Feature Server High-Availability and Auto-Scaling on Kubernetes

As ML systems move from experimentation to production, the feature server often becomes a critical bottleneck. A single-replica deployment might handle development traffic, but production workloads — real-time inference, batch scoring, multiple consuming services — demand the ability to scale horizontally.

We’re excited to announce that the Feast Operator now supports horizontal scaling for the FeatureStore deployment, giving teams the tools to run Feast at production scale on Kubernetes.

The Problem: Single-Replica Limitations

By default, the Feast Operator deploys a single-replica Deployment. This works well for getting started, but presents challenges as traffic grows:

  • Single point of failure — one pod crash means downtime for all feature consumers
  • Throughput ceiling — a single pod can only handle so many concurrent requests
  • No elasticity — traffic spikes (model retraining, batch inference) can overwhelm the server
  • Rolling updates cause downtime — the default Recreate strategy tears down the old pod before starting a new one

Teams have been manually patching Deployments or creating external HPAs, but this bypasses the operator’s reconciliation loop and can lead to configuration drift.

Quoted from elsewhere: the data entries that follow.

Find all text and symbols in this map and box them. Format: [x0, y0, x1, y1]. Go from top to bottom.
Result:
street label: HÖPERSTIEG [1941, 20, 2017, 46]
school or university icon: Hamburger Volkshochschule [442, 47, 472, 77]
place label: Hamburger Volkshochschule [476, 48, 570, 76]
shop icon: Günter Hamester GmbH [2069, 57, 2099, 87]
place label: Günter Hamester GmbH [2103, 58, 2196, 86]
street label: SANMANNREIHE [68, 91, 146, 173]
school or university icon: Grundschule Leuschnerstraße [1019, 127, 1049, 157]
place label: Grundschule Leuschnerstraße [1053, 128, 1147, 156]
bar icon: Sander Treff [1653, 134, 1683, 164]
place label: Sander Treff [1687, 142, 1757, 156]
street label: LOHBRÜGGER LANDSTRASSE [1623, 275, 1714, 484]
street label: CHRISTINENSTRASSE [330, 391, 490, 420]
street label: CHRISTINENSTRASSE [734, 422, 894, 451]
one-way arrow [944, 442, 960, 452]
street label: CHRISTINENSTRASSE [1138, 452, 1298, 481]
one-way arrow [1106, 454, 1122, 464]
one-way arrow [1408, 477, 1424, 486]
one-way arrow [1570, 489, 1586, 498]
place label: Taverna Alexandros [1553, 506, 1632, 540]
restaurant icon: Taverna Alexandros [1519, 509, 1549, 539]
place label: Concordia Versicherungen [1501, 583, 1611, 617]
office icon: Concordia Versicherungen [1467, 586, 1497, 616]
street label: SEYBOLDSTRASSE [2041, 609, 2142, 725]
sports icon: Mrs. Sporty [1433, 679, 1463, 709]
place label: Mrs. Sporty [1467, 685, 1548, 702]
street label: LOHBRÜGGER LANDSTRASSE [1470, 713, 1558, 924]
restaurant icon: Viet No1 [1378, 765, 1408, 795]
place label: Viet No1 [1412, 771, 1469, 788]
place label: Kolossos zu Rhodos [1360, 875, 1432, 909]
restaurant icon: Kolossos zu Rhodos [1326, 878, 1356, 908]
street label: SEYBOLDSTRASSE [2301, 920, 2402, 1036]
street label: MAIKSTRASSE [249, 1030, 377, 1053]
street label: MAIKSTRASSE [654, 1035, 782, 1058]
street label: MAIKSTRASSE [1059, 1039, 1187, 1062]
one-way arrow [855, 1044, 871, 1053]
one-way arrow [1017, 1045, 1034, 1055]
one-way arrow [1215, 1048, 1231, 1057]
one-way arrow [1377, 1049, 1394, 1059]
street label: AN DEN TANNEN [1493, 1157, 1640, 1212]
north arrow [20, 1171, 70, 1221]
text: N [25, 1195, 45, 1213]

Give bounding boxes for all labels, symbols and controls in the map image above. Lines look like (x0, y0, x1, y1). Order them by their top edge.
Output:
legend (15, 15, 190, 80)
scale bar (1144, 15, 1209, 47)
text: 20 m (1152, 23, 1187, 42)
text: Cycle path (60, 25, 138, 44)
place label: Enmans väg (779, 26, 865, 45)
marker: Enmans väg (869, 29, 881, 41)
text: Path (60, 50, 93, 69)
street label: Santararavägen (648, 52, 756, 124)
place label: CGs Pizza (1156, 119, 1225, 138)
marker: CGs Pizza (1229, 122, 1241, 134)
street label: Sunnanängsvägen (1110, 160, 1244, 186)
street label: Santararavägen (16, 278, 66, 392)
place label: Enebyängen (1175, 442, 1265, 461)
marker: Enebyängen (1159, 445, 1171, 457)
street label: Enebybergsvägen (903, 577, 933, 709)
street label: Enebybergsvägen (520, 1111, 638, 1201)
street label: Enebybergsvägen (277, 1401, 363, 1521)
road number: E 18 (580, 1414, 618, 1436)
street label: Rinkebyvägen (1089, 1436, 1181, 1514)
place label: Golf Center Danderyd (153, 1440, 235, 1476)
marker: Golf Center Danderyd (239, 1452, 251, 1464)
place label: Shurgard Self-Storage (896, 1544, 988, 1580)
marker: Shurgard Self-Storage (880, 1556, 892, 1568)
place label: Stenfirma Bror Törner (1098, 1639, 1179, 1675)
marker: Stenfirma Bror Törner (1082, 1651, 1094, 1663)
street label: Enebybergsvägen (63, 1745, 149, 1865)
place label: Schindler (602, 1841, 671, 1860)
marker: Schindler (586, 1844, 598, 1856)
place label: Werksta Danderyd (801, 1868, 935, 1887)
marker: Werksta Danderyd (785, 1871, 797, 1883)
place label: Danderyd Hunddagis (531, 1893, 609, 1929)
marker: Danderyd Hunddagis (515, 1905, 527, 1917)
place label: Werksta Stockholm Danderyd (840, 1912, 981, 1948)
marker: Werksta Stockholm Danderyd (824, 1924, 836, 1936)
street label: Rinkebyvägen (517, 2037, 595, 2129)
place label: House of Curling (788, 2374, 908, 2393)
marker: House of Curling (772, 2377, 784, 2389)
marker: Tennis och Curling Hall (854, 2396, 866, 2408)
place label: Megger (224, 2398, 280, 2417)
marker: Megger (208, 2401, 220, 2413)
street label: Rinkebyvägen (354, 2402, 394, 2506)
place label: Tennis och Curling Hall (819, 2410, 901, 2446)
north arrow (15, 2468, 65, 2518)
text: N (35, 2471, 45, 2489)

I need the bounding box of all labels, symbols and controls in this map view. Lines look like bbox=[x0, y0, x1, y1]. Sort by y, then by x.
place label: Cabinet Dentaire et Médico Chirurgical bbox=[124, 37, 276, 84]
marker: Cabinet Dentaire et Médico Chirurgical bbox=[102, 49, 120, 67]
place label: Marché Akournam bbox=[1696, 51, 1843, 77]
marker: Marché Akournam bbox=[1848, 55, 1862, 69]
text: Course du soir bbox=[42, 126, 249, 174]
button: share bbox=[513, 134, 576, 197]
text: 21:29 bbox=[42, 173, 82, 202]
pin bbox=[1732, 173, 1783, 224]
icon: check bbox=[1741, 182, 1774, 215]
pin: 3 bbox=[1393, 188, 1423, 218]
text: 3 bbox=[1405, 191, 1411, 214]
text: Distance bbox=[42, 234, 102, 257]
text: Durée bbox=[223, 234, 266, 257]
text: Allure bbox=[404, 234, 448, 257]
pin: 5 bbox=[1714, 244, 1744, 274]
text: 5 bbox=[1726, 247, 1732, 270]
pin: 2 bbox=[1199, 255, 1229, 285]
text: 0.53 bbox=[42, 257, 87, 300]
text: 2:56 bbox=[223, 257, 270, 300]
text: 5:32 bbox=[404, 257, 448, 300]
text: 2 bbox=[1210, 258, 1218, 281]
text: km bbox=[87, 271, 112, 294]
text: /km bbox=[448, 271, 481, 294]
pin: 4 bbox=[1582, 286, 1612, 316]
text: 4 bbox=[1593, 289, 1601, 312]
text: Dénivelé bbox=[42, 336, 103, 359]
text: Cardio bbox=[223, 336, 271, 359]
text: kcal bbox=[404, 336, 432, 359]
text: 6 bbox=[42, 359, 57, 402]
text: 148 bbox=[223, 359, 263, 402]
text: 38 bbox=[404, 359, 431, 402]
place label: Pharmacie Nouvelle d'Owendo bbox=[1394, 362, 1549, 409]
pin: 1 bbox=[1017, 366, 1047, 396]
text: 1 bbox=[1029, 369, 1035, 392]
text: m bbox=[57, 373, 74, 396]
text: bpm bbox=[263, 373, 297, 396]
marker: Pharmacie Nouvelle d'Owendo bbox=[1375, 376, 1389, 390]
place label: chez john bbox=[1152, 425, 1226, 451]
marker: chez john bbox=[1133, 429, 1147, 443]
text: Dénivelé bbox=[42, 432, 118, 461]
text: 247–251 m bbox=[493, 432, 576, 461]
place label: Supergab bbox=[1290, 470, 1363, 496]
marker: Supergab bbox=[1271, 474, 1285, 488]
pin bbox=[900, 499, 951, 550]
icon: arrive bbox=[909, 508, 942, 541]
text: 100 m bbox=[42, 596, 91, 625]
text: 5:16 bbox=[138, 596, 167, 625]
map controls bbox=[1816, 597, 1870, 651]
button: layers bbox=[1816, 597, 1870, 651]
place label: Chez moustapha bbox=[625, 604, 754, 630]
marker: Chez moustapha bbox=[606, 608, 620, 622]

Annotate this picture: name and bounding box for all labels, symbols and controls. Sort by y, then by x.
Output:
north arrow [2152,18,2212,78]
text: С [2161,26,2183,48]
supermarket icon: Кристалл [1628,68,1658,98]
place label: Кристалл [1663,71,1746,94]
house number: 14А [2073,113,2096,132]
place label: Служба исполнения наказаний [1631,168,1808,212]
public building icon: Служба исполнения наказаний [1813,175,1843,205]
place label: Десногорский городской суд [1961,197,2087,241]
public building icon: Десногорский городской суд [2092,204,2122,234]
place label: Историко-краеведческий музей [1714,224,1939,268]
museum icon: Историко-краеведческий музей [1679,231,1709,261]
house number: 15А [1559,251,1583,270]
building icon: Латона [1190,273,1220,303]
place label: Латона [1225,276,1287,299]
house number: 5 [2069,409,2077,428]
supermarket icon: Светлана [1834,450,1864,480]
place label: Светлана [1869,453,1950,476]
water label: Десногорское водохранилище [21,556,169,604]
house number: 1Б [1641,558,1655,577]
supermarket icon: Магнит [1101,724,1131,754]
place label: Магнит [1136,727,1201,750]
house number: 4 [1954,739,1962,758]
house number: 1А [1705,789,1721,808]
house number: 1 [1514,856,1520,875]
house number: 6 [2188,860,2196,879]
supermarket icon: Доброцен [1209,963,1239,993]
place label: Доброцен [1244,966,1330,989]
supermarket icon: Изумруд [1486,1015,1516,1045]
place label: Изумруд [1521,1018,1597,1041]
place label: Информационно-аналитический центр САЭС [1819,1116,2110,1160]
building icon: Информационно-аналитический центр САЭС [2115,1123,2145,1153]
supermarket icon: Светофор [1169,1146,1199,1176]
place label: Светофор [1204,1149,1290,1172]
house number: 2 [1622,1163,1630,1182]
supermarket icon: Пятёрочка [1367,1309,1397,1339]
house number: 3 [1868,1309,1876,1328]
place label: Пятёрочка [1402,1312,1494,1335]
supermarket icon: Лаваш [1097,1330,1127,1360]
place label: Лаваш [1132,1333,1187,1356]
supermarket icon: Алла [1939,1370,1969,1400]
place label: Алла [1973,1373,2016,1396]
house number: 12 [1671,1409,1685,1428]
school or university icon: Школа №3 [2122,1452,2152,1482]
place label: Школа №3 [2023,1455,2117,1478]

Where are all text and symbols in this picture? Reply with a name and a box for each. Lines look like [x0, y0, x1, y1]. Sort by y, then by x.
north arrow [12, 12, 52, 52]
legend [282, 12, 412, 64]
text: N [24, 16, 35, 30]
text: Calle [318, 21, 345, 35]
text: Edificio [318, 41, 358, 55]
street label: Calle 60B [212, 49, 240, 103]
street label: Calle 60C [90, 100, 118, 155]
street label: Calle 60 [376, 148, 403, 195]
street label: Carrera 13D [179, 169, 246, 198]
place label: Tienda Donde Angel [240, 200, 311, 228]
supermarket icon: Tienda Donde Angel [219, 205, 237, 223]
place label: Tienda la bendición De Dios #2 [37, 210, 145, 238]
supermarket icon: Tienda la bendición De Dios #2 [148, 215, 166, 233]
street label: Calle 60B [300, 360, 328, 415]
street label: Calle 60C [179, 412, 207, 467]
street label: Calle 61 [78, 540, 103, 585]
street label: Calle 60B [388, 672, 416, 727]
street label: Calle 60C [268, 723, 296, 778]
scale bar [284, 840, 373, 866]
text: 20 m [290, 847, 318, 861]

The Solution: Native Scaling Support

The Feast Operator now supports three scaling modes. The FeatureStore CRD implements the Kubernetes scale sub-resource, which means you can also scale with kubectl scale featurestore/my-feast --replicas=3.

1. Static Replicas

The simplest approach — set a fixed number of replicas via spec.replicas:

apiVersion: feast.dev/v1
kind: FeatureStore
metadata:
  name: production-feast
spec:
  feastProject: my_project
  replicas: 3
  services:
    onlineStore:
      persistence:
        store:
          type: postgres
          secretRef:
            name: feast-data-stores
    registry:
      local:
        persistence:
          store:
            type: sql
            secretRef:
              name: feast-data-stores

This gives you high availability and load distribution with a predictable resource footprint. The operator automatically switches the Deployment strategy to RollingUpdate, ensuring zero-downtime deployments.

2. HPA Autoscaling

For workloads with variable traffic patterns, the operator can create and manage a HorizontalPodAutoscaler directly. HPA autoscaling is configured under services.scaling.autoscaling and is mutually exclusive with spec.replicas > 1:

apiVersion: feast.dev/v1
kind: FeatureStore
metadata:
  name: autoscaled-feast
spec:
  feastProject: my_project
  services:
    scaling:
      autoscaling:
        minReplicas: 2
        maxReplicas: 10
        metrics:
        - type: Resource
          resource:
            name: cpu
            target:
              type: Utilization
              averageUtilization: 70
    podDisruptionBudgets:
      maxUnavailable: 1
    onlineStore:
      persistence:
        store:
          type: postgres
          secretRef:
            name: feast-data-stores
      server:
        resources:
          requests:
            cpu: 200m
            memory: 256Mi
          limits:
            cpu: "1"
            memory: 1Gi
    registry:
      local:
        persistence:
          store:
            type: sql
            secretRef:
              name: feast-data-stores

The operator creates the HPA as an owned resource — it’s automatically cleaned up if you remove the autoscaling configuration or delete the FeatureStore CR. If no custom metrics are specified, the operator defaults to 80% CPU utilization. The operator also auto-injects soft pod anti-affinity (node-level) and topology spread constraints (zone-level) to improve resilience — see the High Availability section for details.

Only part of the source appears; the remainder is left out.